- _Extracted records_:
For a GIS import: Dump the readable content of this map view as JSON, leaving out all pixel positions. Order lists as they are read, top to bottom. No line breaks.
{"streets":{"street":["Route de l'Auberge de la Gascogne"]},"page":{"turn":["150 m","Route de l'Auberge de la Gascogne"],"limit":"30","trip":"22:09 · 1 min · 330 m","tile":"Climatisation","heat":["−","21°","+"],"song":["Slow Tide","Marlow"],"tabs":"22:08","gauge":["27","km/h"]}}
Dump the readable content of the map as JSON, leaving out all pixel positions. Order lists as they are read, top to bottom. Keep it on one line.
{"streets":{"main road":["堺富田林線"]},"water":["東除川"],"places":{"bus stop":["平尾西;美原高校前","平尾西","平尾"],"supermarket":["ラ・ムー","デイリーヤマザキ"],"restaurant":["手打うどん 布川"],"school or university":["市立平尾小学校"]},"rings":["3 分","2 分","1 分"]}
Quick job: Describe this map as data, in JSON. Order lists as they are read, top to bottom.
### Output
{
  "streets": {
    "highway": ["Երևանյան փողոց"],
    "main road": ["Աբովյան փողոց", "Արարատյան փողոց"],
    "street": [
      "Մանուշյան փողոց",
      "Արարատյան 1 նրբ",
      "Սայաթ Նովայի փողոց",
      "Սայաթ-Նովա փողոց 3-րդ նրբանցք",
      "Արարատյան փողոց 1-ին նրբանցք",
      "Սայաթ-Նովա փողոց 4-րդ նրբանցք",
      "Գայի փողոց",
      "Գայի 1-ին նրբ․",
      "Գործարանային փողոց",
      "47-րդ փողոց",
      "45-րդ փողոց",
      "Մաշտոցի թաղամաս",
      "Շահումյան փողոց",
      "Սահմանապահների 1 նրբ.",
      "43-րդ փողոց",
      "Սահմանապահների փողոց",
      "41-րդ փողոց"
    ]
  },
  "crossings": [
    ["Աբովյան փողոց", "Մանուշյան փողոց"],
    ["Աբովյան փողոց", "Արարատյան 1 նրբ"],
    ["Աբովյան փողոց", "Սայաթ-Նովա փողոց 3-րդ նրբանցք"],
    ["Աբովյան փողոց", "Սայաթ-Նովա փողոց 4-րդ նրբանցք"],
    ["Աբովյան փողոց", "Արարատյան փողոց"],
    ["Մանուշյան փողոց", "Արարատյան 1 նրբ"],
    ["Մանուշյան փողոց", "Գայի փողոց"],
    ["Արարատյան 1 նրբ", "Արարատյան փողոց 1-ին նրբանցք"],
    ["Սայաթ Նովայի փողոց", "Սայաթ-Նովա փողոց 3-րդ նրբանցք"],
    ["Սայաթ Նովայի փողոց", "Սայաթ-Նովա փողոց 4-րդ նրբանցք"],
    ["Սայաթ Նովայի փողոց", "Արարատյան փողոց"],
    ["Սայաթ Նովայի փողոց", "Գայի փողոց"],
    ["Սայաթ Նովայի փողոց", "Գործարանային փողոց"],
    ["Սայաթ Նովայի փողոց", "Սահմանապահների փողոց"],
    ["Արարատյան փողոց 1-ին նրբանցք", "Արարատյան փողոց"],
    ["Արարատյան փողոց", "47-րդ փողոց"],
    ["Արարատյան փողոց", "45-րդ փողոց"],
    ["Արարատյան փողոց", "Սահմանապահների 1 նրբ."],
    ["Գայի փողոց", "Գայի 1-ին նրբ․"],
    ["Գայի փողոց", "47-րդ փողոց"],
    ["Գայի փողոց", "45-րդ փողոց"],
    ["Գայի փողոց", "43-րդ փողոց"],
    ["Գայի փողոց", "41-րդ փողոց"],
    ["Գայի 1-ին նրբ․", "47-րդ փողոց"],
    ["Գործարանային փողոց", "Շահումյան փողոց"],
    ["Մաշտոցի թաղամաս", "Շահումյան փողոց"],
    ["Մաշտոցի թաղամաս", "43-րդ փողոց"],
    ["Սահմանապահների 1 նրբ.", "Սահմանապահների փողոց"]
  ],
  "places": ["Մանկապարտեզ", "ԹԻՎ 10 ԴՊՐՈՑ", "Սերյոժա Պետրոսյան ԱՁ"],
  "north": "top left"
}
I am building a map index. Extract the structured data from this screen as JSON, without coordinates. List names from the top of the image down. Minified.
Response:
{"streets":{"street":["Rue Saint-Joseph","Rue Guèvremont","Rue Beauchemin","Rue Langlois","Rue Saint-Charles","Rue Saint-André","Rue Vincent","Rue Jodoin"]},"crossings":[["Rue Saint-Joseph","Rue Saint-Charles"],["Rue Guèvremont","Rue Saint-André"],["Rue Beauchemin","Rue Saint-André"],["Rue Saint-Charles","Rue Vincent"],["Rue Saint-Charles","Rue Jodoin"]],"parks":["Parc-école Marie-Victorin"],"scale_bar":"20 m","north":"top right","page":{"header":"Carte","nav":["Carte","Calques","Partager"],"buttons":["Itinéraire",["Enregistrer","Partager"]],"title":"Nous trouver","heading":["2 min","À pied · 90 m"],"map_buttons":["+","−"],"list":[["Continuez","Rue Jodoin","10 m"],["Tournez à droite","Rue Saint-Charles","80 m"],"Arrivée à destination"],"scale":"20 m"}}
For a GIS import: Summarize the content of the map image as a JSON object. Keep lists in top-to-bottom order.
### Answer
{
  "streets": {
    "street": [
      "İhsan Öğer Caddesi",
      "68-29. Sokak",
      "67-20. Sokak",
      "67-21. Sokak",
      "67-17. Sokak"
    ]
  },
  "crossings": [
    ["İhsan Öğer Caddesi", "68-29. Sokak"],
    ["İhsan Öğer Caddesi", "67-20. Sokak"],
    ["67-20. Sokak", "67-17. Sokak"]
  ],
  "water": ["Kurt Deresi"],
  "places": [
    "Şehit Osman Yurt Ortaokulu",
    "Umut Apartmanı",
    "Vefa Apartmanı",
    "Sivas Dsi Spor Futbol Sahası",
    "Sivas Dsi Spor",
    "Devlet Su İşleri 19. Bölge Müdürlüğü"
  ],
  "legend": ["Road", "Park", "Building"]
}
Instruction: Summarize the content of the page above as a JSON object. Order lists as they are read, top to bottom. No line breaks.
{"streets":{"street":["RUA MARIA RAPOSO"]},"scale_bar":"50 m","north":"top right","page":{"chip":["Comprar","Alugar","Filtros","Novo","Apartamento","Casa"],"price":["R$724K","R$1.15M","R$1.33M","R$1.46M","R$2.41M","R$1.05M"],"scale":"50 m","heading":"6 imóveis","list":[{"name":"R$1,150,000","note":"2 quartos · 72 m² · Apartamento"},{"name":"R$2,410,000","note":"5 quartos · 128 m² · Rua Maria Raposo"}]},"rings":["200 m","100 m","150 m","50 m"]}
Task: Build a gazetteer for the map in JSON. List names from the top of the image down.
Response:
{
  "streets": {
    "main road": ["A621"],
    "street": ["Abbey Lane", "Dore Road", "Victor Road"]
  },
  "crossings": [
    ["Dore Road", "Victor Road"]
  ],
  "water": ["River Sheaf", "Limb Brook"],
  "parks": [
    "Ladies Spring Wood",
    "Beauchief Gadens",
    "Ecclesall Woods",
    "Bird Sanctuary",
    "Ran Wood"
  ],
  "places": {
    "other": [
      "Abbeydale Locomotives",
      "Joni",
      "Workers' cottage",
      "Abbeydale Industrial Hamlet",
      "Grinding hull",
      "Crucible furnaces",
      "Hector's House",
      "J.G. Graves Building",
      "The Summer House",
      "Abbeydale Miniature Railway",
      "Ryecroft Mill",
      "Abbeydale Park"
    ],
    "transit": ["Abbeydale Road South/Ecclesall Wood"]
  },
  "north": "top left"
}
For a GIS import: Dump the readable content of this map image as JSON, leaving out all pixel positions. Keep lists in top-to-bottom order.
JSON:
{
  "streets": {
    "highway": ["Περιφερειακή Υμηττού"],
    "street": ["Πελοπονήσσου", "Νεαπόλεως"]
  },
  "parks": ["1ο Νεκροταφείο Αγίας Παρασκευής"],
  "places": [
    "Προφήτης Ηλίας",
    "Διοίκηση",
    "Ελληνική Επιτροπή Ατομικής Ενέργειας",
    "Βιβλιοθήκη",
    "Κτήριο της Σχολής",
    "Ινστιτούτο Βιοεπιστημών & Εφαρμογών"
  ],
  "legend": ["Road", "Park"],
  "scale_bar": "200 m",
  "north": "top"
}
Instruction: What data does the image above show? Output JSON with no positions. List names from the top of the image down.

- _Work required_:
Which lines of the data above contain "from"? Copy each one.

- _Result_:
I am building a map index. Extract the structured data from this screen as JSON, without coordinates. List names from the top of the image down. Minified.
Task: Build a gazetteer for the map in JSON. List names from the top of the image down.
Instruction: What data does the image above show? Output JSON with no positions. List names from the top of the image down.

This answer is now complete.